== INPUT DATA

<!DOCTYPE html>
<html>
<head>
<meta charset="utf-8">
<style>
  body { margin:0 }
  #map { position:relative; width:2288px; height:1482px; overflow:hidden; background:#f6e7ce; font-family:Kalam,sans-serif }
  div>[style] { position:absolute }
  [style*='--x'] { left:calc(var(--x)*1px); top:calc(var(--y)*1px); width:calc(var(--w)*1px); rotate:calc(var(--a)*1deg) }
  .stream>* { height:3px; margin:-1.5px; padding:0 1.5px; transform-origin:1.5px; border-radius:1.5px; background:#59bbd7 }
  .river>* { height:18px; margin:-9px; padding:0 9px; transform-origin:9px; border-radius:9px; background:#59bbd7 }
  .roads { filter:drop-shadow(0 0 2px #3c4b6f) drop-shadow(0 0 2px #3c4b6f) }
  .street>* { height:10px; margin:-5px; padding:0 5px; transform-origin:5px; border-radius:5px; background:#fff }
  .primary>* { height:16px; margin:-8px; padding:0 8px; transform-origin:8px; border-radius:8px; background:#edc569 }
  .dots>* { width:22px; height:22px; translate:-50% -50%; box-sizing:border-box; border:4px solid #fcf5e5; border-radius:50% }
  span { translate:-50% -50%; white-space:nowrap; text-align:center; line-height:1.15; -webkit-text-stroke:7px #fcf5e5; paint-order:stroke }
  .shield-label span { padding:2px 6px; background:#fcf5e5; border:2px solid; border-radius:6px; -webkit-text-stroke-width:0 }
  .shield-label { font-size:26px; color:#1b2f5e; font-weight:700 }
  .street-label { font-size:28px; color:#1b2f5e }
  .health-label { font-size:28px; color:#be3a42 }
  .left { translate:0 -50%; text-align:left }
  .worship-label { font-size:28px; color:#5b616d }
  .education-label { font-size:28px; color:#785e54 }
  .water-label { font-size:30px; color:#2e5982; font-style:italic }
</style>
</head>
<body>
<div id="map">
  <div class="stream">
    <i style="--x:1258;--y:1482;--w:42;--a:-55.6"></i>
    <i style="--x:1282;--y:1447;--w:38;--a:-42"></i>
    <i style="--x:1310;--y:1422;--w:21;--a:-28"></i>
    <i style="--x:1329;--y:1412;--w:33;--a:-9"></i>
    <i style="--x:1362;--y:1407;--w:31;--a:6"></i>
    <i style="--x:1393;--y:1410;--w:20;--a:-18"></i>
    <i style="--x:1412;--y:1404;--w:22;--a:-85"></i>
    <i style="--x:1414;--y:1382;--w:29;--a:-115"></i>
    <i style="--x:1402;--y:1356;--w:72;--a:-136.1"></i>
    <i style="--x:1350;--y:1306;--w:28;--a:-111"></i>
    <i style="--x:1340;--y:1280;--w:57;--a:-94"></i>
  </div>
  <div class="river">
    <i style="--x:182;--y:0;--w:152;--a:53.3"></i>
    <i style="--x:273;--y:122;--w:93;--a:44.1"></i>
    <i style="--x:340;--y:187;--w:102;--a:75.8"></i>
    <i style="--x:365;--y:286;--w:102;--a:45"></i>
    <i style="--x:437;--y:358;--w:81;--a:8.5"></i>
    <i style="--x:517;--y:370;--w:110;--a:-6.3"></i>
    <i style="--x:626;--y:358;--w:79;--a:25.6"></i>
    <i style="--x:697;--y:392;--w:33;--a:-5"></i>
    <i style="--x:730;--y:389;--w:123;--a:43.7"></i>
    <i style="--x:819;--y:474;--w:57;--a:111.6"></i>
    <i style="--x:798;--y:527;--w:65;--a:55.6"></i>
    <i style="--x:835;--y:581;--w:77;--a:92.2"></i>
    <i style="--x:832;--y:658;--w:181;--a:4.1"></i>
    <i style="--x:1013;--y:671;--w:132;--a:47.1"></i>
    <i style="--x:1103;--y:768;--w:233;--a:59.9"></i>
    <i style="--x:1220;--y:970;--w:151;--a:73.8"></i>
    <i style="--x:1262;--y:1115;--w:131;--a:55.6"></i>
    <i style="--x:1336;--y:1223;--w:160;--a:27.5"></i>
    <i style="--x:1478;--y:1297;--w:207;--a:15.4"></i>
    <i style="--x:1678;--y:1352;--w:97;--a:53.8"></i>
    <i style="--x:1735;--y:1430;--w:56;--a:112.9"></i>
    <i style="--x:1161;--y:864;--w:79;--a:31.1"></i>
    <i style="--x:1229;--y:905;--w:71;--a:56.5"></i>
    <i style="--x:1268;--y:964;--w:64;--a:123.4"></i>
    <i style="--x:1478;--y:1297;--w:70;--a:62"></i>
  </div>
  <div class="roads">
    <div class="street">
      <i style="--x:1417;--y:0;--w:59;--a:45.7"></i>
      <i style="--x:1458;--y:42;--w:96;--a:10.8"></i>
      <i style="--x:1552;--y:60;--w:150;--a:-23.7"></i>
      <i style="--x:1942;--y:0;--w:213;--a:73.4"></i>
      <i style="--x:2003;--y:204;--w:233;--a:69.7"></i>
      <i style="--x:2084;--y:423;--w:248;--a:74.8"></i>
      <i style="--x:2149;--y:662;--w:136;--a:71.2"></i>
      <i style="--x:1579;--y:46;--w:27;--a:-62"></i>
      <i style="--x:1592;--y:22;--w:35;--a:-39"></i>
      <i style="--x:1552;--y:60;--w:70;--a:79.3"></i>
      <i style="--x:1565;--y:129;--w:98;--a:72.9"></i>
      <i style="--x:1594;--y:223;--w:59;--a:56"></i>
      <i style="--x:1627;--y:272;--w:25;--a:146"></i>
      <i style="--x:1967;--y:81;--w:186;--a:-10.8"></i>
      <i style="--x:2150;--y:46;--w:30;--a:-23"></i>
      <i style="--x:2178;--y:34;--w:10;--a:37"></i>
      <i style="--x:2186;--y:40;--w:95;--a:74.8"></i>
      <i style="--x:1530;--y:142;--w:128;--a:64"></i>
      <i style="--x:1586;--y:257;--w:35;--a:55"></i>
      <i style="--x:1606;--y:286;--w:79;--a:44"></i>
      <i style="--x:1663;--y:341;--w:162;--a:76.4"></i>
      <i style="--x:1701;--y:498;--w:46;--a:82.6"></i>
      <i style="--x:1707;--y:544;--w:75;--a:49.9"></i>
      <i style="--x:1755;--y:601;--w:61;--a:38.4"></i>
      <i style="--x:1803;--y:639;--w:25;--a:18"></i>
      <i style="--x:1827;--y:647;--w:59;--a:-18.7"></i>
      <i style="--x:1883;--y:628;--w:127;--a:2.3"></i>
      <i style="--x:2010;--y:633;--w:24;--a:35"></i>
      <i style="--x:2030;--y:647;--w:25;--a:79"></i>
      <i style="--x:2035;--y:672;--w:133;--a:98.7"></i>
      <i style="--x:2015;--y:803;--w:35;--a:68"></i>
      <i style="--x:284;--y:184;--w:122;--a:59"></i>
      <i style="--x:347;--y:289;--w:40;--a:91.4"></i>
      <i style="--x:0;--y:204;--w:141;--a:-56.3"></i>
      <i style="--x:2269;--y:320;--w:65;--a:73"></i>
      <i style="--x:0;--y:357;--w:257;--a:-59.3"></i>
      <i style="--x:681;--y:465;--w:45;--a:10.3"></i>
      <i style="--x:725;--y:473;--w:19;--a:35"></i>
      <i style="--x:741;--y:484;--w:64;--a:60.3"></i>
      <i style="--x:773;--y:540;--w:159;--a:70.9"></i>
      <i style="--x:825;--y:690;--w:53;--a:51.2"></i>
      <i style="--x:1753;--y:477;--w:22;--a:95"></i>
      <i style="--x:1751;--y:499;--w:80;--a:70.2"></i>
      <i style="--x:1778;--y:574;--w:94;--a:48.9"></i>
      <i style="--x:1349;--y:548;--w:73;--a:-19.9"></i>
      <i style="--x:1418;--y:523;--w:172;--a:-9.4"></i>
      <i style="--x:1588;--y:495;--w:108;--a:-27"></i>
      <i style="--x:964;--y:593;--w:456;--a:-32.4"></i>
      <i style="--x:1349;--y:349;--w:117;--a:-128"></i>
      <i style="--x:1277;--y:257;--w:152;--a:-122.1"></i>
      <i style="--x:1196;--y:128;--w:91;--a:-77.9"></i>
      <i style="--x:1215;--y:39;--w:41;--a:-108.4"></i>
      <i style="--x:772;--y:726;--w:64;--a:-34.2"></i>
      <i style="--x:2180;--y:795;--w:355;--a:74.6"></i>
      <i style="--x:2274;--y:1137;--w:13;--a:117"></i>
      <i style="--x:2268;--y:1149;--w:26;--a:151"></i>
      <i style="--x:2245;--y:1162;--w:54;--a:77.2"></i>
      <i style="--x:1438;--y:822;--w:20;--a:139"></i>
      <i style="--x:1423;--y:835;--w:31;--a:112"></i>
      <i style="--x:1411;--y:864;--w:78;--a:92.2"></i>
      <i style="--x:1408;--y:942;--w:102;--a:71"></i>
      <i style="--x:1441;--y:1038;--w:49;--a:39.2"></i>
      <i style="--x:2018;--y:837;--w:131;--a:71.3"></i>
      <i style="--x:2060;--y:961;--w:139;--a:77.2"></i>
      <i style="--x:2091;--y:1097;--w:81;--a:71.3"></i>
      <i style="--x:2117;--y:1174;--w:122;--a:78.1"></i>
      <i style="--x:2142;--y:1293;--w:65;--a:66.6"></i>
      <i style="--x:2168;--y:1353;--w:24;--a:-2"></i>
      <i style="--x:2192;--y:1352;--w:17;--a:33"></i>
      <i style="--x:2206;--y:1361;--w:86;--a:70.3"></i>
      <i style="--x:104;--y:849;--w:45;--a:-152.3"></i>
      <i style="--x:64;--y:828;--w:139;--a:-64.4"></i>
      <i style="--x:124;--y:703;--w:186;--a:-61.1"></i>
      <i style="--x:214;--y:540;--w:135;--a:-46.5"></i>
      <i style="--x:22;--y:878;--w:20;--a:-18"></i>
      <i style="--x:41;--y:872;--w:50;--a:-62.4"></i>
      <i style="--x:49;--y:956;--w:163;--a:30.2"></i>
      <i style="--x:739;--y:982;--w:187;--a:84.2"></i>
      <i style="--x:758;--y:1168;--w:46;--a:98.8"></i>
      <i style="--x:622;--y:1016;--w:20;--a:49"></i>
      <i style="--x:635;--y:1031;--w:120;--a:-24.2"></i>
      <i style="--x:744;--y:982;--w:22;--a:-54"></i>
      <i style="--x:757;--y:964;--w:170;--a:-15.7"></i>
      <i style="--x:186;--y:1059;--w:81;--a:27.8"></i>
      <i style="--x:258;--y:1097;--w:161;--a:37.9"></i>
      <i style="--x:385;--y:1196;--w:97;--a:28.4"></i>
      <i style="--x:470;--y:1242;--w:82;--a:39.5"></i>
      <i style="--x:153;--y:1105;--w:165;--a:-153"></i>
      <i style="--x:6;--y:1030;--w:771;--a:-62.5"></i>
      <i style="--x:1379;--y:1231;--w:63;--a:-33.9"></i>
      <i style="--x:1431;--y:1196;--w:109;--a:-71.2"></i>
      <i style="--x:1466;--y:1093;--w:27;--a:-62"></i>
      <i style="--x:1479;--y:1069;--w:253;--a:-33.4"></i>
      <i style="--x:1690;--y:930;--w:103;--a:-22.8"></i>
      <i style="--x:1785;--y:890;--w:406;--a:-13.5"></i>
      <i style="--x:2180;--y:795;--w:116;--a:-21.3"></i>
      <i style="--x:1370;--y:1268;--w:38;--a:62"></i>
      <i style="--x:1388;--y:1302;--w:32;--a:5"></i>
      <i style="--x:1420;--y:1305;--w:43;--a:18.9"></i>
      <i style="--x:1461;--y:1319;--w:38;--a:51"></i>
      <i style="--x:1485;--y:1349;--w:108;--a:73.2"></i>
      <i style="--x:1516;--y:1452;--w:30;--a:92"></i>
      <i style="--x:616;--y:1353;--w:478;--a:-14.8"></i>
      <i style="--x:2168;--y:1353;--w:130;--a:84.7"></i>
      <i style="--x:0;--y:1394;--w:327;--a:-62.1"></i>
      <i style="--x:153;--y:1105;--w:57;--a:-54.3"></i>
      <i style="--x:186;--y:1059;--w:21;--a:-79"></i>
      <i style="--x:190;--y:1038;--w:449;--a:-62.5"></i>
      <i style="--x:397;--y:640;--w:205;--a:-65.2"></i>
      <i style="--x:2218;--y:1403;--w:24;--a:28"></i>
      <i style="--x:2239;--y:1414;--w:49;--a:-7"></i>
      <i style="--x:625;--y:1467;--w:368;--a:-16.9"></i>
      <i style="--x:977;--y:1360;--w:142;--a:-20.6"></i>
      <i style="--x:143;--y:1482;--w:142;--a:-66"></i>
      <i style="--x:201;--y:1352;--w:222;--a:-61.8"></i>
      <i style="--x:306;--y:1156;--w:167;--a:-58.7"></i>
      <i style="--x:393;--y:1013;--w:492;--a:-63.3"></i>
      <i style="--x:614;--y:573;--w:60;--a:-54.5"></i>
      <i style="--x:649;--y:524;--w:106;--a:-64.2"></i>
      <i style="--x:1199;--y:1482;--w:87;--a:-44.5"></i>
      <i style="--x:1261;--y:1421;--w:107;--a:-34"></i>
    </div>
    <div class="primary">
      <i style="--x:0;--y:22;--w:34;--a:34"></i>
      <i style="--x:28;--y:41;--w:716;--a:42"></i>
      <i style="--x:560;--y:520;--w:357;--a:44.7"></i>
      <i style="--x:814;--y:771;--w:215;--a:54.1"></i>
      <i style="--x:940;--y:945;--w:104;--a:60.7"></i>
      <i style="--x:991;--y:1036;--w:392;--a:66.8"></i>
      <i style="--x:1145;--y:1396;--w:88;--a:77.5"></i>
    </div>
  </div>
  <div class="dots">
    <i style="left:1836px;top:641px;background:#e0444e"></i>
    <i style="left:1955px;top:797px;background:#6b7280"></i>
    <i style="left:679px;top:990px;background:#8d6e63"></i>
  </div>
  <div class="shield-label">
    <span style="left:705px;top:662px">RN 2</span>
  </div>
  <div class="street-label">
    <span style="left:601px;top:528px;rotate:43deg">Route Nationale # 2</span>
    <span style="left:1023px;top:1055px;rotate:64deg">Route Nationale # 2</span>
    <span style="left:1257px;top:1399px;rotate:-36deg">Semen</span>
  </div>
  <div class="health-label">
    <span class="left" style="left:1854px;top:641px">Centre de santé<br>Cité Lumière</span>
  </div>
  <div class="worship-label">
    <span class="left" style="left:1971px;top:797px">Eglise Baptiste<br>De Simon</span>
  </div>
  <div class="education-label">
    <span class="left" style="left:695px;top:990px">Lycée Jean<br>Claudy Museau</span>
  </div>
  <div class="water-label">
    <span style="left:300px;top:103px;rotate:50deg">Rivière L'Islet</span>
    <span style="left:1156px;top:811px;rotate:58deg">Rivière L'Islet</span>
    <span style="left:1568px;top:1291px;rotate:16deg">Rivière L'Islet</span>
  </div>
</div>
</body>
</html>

====
== INPUT DATA

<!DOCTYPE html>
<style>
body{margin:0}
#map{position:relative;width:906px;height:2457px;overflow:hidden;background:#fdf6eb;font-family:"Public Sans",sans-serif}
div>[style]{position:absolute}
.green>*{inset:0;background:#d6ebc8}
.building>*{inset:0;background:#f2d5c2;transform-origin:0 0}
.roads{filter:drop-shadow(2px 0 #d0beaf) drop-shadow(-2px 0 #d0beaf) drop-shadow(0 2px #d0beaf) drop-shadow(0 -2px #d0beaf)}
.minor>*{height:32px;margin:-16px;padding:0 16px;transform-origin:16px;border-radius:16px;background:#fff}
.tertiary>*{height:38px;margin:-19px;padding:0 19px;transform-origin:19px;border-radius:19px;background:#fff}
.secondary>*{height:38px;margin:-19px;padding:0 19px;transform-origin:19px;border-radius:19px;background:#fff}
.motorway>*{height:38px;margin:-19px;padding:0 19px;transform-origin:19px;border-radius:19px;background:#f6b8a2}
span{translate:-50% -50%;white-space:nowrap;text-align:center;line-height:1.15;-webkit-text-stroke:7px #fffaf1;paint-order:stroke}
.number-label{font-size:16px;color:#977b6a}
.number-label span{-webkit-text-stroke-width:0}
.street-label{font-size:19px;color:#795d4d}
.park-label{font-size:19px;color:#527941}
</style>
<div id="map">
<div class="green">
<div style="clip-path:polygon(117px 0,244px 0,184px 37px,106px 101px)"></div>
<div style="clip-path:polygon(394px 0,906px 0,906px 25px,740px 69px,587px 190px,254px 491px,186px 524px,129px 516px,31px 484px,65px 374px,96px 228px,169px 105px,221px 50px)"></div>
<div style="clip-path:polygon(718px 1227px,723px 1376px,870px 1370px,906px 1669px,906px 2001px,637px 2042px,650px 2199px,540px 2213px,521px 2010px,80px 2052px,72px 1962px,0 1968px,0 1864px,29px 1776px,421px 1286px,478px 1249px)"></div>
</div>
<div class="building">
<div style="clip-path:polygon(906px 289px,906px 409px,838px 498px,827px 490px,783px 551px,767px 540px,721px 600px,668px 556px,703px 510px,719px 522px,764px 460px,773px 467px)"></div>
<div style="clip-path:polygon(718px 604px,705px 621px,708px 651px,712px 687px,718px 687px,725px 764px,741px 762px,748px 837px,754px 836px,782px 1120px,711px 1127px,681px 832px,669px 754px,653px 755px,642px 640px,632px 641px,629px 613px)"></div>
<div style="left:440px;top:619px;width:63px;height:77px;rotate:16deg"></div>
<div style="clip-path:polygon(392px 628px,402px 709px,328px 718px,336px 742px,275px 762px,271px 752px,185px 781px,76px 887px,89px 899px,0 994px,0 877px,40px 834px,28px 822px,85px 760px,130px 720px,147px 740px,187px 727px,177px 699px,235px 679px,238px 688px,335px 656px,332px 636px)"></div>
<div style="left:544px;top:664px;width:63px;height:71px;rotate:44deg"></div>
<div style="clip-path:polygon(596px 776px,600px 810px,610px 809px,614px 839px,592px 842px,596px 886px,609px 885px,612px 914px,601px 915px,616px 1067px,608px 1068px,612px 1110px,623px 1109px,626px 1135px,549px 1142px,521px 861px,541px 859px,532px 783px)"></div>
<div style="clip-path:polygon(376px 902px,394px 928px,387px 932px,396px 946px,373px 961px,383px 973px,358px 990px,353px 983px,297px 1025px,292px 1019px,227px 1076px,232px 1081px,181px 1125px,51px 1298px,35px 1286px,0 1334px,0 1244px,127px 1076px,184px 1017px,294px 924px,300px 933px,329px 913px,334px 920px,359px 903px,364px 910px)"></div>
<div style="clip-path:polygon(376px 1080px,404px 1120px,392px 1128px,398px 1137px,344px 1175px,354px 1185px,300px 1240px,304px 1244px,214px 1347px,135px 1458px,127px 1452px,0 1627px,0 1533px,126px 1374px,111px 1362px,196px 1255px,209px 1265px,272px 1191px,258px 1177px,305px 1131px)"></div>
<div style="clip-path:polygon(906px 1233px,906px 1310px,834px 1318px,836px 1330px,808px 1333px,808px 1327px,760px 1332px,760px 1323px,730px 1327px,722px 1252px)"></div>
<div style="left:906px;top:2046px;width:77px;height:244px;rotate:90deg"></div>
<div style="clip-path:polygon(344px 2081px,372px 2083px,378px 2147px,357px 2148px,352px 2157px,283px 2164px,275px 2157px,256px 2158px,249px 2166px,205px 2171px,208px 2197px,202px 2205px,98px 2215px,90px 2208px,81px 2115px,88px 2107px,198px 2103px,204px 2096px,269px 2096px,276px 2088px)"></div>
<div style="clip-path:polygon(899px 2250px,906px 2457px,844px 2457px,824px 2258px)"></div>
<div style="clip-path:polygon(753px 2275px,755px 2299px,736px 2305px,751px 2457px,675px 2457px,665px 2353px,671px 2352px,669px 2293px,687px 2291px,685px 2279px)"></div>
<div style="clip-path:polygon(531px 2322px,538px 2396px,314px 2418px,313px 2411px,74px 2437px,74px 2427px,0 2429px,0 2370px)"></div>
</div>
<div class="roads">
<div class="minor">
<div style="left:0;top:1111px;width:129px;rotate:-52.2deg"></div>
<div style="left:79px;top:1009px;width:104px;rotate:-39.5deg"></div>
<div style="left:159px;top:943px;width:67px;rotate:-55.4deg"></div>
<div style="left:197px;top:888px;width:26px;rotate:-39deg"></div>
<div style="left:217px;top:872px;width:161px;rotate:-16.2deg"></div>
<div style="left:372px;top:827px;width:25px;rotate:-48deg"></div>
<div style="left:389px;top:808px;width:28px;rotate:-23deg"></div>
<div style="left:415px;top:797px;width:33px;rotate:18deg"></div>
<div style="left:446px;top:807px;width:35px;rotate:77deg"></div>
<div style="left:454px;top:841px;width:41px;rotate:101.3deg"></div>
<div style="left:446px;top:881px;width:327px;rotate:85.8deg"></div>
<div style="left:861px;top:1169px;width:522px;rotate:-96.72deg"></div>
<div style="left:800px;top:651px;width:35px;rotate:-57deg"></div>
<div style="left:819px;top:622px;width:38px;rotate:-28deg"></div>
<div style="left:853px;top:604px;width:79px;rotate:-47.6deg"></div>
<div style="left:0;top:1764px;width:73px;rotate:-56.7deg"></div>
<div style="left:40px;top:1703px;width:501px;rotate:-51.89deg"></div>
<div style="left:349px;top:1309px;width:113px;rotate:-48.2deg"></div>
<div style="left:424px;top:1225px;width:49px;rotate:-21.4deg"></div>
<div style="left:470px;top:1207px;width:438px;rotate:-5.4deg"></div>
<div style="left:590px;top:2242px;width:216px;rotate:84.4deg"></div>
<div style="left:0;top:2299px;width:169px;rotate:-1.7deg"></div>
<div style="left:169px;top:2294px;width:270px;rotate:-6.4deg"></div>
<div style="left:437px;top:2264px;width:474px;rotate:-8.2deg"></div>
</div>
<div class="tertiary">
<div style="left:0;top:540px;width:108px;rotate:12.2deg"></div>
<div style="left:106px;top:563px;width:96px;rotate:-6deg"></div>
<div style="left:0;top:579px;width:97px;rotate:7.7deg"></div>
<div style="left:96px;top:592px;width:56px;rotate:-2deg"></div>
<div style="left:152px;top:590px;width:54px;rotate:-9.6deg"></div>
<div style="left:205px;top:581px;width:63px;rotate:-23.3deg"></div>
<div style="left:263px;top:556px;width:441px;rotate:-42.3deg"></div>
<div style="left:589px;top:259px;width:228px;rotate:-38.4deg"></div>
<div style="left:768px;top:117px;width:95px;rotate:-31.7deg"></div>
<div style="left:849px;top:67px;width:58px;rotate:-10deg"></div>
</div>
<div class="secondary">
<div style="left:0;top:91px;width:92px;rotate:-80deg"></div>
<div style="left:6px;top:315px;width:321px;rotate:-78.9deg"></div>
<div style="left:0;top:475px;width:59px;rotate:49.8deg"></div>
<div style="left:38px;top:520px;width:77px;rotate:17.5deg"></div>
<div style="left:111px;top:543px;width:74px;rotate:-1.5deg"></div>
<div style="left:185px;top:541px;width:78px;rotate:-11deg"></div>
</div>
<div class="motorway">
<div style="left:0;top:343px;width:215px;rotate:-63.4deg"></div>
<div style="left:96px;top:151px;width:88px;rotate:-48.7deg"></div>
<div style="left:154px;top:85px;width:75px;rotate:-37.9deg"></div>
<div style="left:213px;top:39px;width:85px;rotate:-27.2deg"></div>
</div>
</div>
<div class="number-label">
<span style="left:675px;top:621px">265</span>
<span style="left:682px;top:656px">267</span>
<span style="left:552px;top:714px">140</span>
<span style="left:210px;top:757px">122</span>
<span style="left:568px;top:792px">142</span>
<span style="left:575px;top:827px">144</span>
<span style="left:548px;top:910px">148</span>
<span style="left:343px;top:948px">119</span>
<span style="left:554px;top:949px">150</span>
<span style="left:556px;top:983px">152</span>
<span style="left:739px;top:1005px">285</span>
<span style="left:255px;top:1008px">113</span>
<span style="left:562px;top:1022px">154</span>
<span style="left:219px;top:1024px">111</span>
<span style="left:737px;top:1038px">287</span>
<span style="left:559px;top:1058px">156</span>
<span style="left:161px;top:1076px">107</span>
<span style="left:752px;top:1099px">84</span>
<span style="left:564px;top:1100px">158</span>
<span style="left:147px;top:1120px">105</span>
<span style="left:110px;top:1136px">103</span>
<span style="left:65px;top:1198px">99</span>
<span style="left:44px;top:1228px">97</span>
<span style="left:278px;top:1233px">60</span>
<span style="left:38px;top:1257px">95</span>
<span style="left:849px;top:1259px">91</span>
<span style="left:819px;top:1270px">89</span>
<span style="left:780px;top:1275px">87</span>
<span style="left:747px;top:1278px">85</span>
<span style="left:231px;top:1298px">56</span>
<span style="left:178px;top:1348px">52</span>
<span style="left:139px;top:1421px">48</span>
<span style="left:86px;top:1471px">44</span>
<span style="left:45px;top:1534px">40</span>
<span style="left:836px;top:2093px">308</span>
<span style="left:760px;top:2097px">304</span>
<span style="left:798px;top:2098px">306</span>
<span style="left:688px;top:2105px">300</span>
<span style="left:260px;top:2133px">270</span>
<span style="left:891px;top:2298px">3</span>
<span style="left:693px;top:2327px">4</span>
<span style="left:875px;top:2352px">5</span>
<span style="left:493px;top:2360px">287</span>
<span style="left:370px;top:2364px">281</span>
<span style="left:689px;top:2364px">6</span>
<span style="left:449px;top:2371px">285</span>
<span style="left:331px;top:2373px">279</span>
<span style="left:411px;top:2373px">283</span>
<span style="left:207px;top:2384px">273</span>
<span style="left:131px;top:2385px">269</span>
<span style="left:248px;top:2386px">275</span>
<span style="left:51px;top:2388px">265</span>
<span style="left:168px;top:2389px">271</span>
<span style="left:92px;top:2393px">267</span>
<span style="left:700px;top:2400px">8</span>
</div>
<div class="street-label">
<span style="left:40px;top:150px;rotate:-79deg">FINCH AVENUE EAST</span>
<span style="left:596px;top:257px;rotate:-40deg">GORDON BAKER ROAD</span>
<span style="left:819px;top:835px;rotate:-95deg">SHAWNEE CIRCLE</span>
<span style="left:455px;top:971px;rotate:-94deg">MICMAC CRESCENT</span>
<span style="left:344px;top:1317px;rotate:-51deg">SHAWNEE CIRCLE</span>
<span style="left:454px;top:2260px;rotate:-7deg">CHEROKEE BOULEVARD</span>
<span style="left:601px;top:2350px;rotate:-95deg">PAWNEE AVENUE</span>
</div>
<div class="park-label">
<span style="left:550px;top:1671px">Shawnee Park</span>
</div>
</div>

====

## [WHAT THE TASK ASKS]
Tally up the lines holding the string "family" in the data above, and respond with nothing but the number.

## [ANSWER TO THIS EXERCISE]
2